(Recorded data)
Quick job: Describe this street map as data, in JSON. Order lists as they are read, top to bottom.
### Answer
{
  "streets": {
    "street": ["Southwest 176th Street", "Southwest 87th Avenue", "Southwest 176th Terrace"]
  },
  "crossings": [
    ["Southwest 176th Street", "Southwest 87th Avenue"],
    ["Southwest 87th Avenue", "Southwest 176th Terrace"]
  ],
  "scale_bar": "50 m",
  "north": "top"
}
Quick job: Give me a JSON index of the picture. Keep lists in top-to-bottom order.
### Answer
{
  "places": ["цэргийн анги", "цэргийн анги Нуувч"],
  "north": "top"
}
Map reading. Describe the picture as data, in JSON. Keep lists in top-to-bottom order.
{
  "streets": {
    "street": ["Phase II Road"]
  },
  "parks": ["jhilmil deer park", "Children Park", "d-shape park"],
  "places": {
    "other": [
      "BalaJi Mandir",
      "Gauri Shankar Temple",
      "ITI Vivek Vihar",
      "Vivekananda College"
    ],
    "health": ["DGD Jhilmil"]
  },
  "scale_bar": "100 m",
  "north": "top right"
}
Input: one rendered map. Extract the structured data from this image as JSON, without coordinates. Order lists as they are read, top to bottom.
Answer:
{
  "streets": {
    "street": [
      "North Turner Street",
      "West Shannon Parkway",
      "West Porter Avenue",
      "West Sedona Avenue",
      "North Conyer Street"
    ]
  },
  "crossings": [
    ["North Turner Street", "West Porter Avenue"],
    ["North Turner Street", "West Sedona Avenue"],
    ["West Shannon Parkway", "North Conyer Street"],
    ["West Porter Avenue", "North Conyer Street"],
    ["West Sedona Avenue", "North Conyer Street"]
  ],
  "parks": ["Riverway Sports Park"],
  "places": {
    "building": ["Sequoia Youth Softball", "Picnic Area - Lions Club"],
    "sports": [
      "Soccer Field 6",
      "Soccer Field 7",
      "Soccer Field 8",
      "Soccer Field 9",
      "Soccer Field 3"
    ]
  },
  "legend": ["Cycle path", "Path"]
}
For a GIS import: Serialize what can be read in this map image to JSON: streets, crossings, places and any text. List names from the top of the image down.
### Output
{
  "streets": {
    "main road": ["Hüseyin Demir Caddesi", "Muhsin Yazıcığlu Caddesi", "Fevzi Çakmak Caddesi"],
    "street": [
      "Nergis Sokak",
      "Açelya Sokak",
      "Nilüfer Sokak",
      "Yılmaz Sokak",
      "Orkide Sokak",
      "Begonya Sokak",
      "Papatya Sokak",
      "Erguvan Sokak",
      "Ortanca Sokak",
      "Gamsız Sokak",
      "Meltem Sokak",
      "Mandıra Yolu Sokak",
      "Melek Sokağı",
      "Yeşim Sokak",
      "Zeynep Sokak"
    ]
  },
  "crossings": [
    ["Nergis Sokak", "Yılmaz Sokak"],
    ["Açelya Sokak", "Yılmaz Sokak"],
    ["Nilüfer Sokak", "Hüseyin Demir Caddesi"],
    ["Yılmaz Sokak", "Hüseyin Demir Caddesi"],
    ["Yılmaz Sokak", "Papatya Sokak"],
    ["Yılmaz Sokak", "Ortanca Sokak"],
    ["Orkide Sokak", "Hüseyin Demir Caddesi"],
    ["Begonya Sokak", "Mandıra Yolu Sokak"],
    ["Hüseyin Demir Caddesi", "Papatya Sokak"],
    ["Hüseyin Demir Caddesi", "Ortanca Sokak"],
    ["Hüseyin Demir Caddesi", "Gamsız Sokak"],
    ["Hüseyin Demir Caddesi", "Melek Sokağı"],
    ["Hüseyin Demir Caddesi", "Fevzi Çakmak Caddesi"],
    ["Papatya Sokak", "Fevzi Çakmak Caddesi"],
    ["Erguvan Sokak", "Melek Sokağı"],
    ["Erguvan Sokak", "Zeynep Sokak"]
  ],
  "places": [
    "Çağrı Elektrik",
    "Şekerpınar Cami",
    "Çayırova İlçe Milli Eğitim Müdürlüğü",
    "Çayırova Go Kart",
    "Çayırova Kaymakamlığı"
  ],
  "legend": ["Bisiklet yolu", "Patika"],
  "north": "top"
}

**TO DO**
From the entries above, return exactly the line containing "Quick job: Give", the line containing "For a GIS import: Serialize", and all lines between, and nothing else.

**RESULT OF THE EXERCISE**
Quick job: Give me a JSON index of the picture. Keep lists in top-to-bottom order.
### Answer
{
  "places": ["цэргийн анги", "цэргийн анги Нуувч"],
  "north": "top"
}
Map reading. Describe the picture as data, in JSON. Keep lists in top-to-bottom order.
{
  "streets": {
    "street": ["Phase II Road"]
  },
  "parks": ["jhilmil deer park", "Children Park", "d-shape park"],
  "places": {
    "other": [
      "BalaJi Mandir",
      "Gauri Shankar Temple",
      "ITI Vivek Vihar",
      "Vivekananda College"
    ],
    "health": ["DGD Jhilmil"]
  },
  "scale_bar": "100 m",
  "north": "top right"
}
Input: one rendered map. Extract the structured data from this image as JSON, without coordinates. Order lists as they are read, top to bottom.
Answer:
{
  "streets": {
    "street": [
      "North Turner Street",
      "West Shannon Parkway",
      "West Porter Avenue",
      "West Sedona Avenue",
      "North Conyer Street"
    ]
  },
  "crossings": [
    ["North Turner Street", "West Porter Avenue"],
    ["North Turner Street", "West Sedona Avenue"],
    ["West Shannon Parkway", "North Conyer Street"],
    ["West Porter Avenue", "North Conyer Street"],
    ["West Sedona Avenue", "North Conyer Street"]
  ],
  "parks": ["Riverway Sports Park"],
  "places": {
    "building": ["Sequoia Youth Softball", "Picnic Area - Lions Club"],
    "sports": [
      "Soccer Field 6",
      "Soccer Field 7",
      "Soccer Field 8",
      "Soccer Field 9",
      "Soccer Field 3"
    ]
  },
  "legend": ["Cycle path", "Path"]
}
For a GIS import: Serialize what can be read in this map image to JSON: streets, crossings, places and any text. List names from the top of the image down.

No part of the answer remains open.